Work instructions –
Go through the material under this sentence. Return every line holding "data".

──────

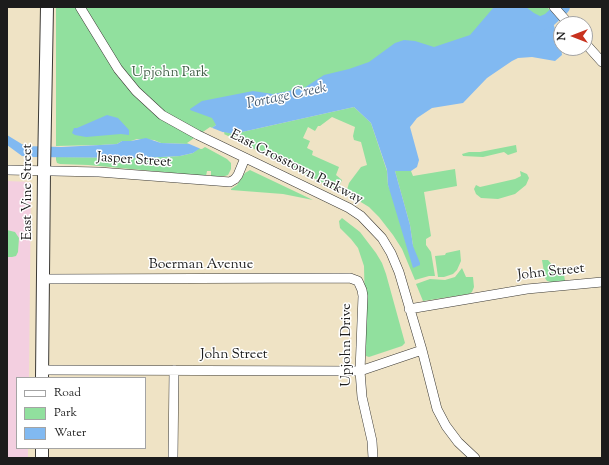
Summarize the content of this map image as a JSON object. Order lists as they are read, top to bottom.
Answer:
{
  "streets": {
    "street": [
      "Jasper Street",
      "East Crosstown Parkway",
      "East Vine Street",
      "Boerman Avenue",
      "John Street",
      "Upjohn Drive"
    ]
  },
  "crossings": [
    ["Jasper Street", "East Crosstown Parkway"],
    ["Jasper Street", "East Vine Street"],
    ["East Crosstown Parkway", "John Street"],
    ["East Vine Street", "Boerman Avenue"],
    ["East Vine Street", "John Street"],
    ["Boerman Avenue", "Upjohn Drive"],
    ["John Street", "Upjohn Drive"]
  ],
  "water": ["Portage Creek"],
  "parks": ["Upjohn Park"],
  "legend": ["Road", "Park", "Water"],
  "north": "left"
}
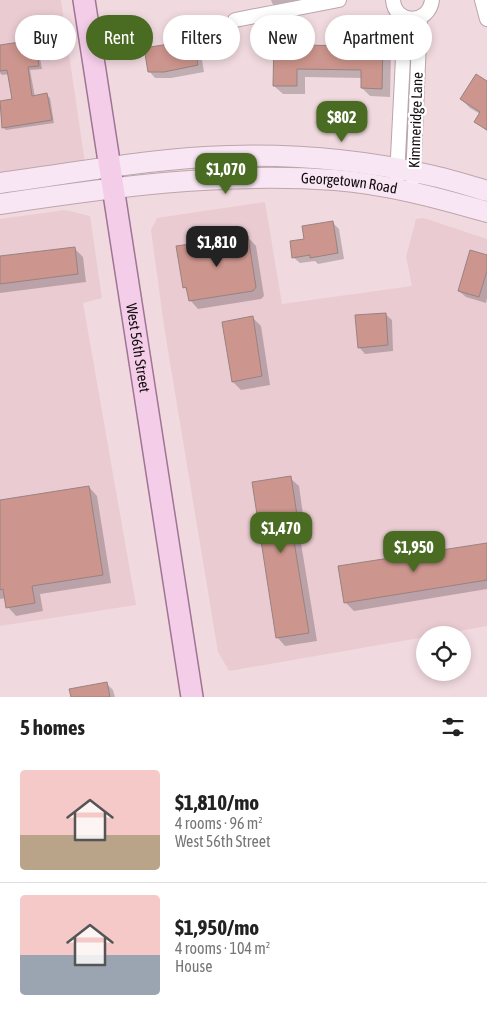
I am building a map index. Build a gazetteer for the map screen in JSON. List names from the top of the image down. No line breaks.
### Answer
{"streets":{"main road":["Georgetown Road","West 56th Street"],"street":["Kimmeridge Lane"]},"crossings":[["Kimmeridge Lane","Georgetown Road"],["Georgetown Road","West 56th Street"]],"page":{"chip":["Buy","Rent","Filters","New","Apartment"],"price":["$802","$1,070","$1,810","$1,470","$1,950"],"heading":"5 homes","list":[{"name":"$1,810/mo","note":"4 rooms · 96 m² · West 56th Street"},{"name":"$1,950/mo","note":"4 rooms · 104 m² · House"}]}}
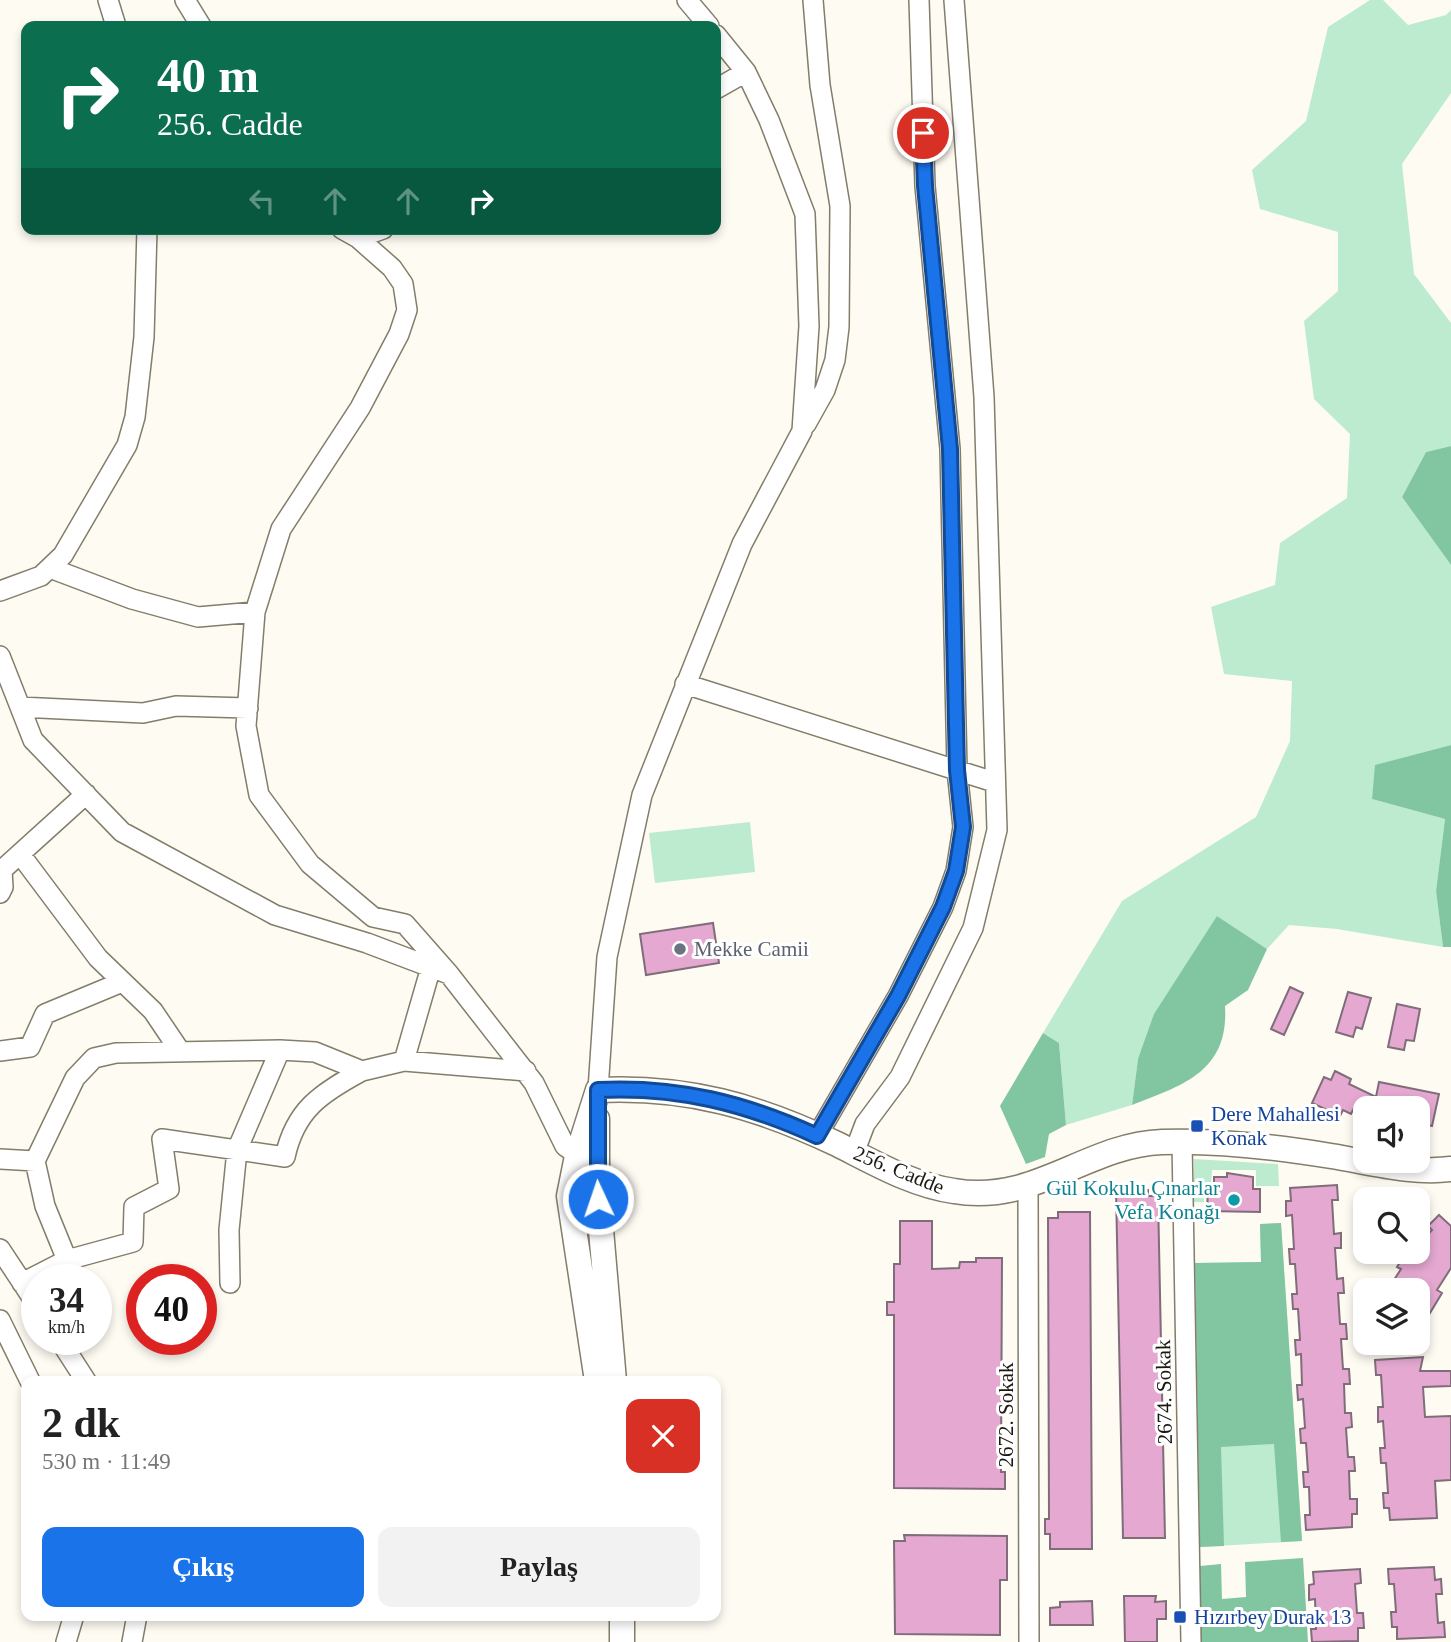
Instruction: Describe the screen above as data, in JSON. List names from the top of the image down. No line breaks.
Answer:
{"streets":{"street":["256. Cadde","2674. Sokak","2672. Sokak"]},"crossings":[["256. Cadde","2674. Sokak"],["256. Cadde","2672. Sokak"]],"places":{"other":["Mekke Camii","Gül Kokulu Çınarlar Vefa Konağı"],"transit":["Dere Mahallesi Konak","Hızırbey Durak 13"]},"page":{"turn":["40 m","256. Cadde"],"speed":"34 km/h","limit":"40","heading":["2 dk","530 m · 11:49"],"buttons":["Çıkış","Paylaş"]}}
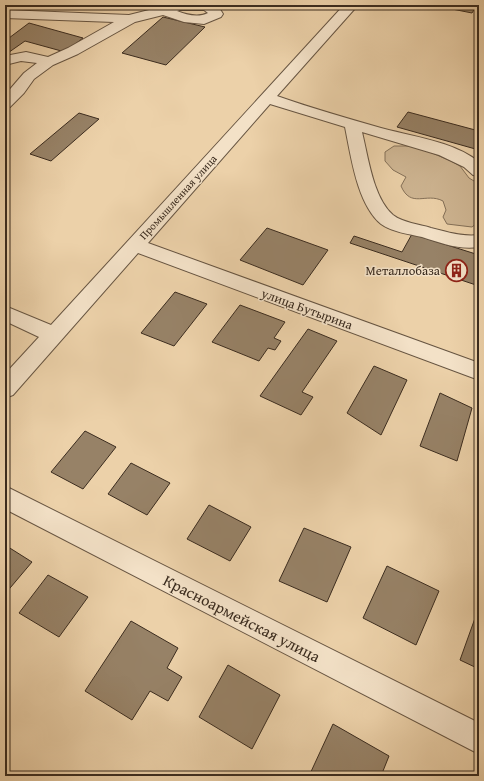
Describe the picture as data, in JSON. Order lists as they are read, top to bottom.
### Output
{
  "streets": {
    "street": ["Промышленная улица", "улица Бутырина", "Красноармейская улица"]
  },
  "crossings": [
    ["Промышленная улица", "улица Бутырина"]
  ],
  "places": {
    "building": ["Металлобаза"]
  }
}
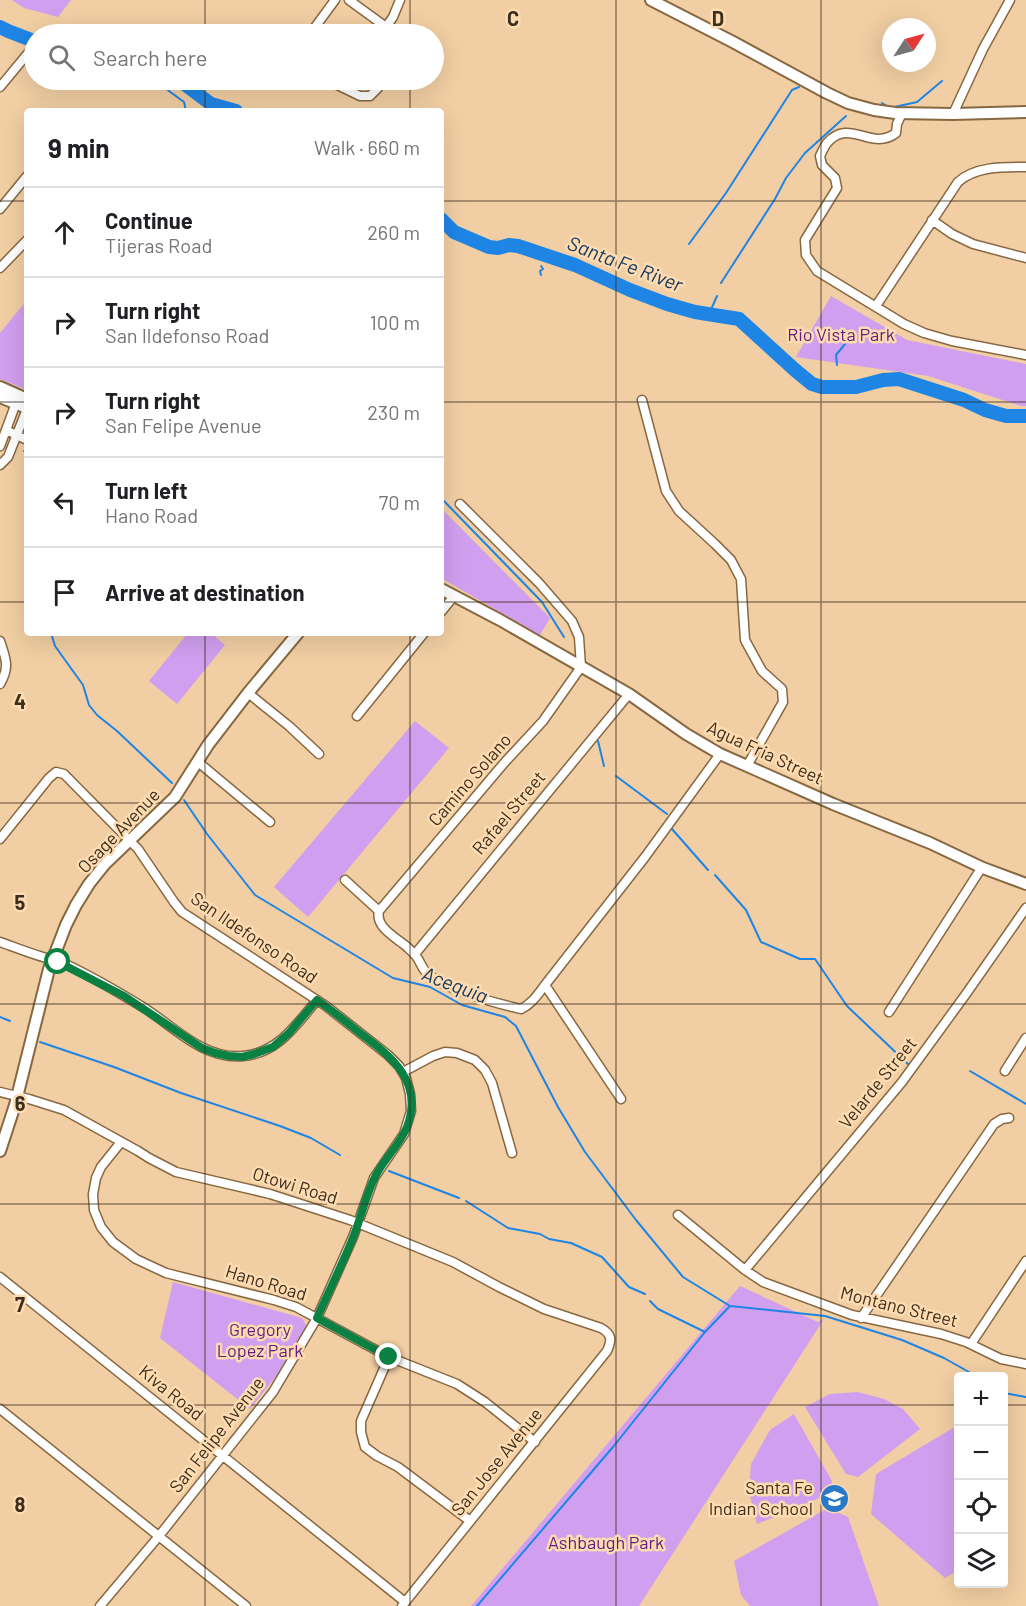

──────

Response below –
Instruction: Describe the screen above as data, in JSON. List names from the top of the image down. No line breaks.
Describe the picture as data, in JSON. Order lists as they are read, top to bottom.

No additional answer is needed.